- **What to do**: The line containing "width:90px; height:90px; display:grid;" marks the end: quote every line from the start of the records below through it, word for word.

- **Stored data entries**:
--------------------------------

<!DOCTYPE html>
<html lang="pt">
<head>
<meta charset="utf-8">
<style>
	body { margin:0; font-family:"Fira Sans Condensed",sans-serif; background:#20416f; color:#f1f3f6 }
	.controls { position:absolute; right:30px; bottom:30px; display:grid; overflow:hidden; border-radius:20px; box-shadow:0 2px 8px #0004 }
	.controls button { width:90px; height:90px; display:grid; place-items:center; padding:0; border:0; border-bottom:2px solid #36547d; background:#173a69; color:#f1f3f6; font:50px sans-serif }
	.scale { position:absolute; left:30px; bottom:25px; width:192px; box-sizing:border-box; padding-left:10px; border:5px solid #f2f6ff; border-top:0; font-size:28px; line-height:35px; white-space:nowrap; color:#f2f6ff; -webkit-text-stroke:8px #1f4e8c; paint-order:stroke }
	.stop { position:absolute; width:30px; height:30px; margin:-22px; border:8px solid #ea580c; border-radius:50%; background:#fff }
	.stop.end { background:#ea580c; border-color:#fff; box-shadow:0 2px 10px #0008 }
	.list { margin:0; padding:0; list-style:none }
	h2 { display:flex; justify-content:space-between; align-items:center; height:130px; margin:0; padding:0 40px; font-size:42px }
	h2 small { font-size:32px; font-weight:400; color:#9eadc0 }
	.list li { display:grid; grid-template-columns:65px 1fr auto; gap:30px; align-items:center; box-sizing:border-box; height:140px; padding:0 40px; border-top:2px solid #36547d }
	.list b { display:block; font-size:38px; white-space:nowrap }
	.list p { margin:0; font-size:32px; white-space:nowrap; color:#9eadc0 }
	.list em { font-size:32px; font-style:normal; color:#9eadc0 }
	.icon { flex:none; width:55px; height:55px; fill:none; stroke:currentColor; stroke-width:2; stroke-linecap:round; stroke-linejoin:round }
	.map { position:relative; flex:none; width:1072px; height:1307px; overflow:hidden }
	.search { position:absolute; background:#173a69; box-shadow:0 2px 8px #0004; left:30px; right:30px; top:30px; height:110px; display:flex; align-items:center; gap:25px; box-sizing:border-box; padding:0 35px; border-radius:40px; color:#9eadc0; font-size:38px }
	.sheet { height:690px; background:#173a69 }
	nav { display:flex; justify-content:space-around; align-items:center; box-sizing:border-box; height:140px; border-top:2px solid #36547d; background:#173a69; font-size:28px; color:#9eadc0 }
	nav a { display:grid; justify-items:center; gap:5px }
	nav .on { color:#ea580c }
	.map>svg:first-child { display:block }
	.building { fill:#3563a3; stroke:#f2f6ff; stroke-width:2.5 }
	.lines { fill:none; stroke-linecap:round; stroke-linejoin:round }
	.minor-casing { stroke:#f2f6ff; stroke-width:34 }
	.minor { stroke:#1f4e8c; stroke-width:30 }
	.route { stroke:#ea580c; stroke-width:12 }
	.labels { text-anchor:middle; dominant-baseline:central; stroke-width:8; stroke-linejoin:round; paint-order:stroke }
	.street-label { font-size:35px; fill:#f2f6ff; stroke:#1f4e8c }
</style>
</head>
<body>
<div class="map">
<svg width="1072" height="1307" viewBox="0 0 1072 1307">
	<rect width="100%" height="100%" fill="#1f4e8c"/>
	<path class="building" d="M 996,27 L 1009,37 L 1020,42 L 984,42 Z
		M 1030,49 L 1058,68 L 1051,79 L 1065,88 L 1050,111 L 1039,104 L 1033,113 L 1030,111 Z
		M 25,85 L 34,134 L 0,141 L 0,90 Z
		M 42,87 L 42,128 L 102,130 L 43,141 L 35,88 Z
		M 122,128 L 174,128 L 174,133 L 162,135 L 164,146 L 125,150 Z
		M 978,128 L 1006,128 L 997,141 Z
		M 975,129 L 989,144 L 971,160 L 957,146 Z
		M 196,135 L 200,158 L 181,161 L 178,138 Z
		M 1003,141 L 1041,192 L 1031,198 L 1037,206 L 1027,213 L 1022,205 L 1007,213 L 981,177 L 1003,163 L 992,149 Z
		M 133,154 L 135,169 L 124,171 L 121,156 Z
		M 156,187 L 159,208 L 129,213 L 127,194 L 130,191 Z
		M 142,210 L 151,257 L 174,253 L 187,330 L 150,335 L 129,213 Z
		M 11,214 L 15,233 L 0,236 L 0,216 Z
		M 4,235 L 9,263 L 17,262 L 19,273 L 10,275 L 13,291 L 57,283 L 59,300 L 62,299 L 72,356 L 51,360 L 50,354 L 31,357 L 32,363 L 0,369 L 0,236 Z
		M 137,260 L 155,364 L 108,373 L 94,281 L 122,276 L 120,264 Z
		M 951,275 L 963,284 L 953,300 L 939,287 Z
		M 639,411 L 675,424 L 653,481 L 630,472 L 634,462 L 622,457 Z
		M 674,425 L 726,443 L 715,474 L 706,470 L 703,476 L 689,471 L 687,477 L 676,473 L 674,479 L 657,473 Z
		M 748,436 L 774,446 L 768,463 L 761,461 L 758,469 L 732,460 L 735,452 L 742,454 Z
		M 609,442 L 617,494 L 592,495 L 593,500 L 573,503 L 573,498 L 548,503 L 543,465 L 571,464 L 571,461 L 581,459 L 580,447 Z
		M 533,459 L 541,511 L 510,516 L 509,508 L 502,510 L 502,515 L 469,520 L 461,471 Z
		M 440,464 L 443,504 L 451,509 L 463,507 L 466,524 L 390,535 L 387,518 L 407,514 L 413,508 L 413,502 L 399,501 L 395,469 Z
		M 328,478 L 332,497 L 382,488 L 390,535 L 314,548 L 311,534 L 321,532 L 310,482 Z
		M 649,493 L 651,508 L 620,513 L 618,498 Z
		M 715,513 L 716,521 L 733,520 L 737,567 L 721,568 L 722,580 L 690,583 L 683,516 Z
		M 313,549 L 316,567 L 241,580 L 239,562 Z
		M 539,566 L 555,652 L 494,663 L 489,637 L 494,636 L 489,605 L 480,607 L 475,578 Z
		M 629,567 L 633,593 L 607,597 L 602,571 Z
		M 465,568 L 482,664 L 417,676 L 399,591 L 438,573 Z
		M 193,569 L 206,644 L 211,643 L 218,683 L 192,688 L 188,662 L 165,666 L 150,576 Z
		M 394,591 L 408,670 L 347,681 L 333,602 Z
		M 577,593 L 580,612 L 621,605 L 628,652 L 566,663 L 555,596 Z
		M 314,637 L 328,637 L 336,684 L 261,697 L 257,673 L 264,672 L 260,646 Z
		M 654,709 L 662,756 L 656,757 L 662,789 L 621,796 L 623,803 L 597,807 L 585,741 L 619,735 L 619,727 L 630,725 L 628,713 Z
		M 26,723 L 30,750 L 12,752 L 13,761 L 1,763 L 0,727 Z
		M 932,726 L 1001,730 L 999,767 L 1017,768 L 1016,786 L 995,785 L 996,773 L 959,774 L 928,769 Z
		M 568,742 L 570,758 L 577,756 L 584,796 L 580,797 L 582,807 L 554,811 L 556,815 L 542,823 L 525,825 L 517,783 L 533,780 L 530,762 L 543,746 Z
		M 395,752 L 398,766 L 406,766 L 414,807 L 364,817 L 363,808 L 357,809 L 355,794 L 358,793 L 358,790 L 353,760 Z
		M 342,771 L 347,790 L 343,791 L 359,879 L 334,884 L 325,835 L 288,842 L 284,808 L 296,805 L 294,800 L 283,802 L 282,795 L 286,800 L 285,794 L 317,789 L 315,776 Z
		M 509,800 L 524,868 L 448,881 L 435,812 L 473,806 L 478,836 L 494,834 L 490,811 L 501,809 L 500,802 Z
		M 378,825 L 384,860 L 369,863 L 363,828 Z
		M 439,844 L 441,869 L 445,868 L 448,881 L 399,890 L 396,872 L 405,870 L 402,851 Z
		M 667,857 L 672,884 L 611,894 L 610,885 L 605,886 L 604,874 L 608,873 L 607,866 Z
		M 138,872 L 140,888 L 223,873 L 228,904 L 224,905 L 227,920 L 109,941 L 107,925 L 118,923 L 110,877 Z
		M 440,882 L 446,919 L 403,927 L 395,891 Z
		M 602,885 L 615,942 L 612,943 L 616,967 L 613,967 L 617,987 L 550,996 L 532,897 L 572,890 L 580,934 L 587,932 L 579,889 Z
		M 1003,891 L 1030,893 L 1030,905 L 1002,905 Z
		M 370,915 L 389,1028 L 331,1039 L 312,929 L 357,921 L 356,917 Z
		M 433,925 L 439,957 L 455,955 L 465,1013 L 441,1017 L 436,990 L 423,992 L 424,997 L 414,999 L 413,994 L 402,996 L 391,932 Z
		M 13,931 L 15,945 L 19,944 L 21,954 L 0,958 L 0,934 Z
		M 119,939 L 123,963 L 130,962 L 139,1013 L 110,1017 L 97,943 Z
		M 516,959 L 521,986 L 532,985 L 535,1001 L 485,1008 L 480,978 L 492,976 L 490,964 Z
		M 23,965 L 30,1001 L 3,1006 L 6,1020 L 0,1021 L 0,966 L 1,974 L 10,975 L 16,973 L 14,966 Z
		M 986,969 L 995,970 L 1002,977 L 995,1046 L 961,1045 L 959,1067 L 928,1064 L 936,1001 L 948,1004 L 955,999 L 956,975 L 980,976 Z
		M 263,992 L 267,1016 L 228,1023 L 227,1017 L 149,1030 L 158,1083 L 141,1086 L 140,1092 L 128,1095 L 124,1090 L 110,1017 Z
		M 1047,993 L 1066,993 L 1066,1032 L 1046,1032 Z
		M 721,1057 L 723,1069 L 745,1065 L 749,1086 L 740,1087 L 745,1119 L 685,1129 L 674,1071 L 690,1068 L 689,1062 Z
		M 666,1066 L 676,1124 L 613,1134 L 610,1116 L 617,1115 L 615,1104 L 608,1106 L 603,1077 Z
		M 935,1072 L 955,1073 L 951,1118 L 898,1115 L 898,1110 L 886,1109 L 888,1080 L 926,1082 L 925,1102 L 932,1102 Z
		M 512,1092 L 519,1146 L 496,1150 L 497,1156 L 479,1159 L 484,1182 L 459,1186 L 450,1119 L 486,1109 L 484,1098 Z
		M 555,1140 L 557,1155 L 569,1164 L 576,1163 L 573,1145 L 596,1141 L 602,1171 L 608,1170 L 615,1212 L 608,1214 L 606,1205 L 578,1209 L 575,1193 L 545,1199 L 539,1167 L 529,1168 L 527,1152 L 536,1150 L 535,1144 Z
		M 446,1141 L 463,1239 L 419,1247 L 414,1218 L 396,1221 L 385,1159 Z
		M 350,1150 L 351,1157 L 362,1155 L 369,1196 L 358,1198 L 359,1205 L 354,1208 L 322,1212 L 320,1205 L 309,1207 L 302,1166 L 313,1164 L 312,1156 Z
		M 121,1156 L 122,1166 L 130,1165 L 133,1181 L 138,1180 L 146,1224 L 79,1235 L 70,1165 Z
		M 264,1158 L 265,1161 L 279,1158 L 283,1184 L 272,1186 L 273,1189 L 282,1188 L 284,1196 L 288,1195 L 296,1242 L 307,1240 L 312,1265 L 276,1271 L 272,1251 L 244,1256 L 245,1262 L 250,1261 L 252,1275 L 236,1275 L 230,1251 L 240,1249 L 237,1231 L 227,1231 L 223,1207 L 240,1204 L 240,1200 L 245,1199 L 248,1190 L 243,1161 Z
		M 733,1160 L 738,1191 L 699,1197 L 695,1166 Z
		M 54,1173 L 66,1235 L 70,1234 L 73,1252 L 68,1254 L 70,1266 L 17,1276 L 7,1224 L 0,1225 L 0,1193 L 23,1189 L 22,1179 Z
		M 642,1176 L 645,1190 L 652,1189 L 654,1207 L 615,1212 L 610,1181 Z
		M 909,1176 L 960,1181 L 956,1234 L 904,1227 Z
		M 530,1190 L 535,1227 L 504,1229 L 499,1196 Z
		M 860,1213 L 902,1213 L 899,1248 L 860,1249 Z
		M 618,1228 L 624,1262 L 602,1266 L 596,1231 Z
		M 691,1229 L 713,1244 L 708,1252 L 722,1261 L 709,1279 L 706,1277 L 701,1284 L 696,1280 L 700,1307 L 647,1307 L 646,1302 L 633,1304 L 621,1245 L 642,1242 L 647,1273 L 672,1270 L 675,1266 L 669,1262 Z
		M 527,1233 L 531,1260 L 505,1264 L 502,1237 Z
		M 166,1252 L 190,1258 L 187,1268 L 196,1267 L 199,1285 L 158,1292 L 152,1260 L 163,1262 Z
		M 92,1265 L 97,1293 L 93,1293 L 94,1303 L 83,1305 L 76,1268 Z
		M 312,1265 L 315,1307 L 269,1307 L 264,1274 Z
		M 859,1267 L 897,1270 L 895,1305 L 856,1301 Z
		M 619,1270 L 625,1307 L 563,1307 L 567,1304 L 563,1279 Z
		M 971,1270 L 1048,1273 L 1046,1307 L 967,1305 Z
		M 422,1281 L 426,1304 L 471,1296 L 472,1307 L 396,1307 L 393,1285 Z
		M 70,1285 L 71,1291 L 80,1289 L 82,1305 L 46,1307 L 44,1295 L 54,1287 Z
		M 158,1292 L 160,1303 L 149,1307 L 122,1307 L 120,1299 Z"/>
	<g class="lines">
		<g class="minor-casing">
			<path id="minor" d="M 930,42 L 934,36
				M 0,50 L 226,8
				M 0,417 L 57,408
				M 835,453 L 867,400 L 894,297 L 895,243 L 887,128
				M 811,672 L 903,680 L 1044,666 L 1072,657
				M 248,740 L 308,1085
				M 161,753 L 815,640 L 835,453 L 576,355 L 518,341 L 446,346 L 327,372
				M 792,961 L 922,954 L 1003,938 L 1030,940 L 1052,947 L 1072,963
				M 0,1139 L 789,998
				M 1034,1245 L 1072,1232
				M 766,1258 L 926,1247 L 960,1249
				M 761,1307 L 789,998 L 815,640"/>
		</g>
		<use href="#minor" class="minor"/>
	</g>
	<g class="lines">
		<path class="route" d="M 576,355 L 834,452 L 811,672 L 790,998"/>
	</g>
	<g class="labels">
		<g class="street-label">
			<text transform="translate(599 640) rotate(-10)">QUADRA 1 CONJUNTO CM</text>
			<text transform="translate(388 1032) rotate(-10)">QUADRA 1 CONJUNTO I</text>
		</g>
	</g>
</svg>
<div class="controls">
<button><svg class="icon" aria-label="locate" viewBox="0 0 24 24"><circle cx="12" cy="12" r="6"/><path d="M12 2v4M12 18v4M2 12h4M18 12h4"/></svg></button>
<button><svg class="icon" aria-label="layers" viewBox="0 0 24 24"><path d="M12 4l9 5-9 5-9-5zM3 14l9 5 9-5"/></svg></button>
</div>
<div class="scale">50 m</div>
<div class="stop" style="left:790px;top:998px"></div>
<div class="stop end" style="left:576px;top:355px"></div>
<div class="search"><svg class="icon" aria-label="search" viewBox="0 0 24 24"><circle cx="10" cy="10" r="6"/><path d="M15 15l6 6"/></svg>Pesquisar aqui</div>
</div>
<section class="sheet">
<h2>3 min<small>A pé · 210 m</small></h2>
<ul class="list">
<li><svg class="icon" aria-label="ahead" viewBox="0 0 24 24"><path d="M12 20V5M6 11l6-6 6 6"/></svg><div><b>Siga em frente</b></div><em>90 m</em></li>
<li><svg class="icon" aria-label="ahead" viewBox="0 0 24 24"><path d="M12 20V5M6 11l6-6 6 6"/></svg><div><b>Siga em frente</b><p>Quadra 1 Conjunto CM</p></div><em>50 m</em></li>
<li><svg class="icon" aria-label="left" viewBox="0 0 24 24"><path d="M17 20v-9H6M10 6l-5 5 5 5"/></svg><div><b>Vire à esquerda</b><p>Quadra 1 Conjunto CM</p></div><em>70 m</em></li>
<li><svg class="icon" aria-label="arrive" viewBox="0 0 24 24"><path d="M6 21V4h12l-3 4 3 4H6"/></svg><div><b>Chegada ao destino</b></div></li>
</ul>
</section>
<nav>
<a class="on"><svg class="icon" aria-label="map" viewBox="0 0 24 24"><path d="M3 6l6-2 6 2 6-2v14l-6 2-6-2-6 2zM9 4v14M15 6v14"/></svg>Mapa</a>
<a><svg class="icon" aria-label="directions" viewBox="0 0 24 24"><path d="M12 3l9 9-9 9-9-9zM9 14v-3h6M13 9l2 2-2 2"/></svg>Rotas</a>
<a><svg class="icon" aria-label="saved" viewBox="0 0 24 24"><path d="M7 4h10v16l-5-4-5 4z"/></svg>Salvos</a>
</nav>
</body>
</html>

--------------------------------

- **The completed task**:
<!DOCTYPE html>
<html lang="pt">
<head>
<meta charset="utf-8">
<style>
	body { margin:0; font-family:"Fira Sans Condensed",sans-serif; background:#20416f; color:#f1f3f6 }
	.controls { position:absolute; right:30px; bottom:30px; display:grid; overflow:hidden; border-radius:20px; box-shadow:0 2px 8px #0004 }
	.controls button { width:90px; height:90px; display:grid; place-items:center; padding:0; border:0; border-bottom:2px solid #36547d; background:#173a69; color:#f1f3f6; font:50px sans-serif }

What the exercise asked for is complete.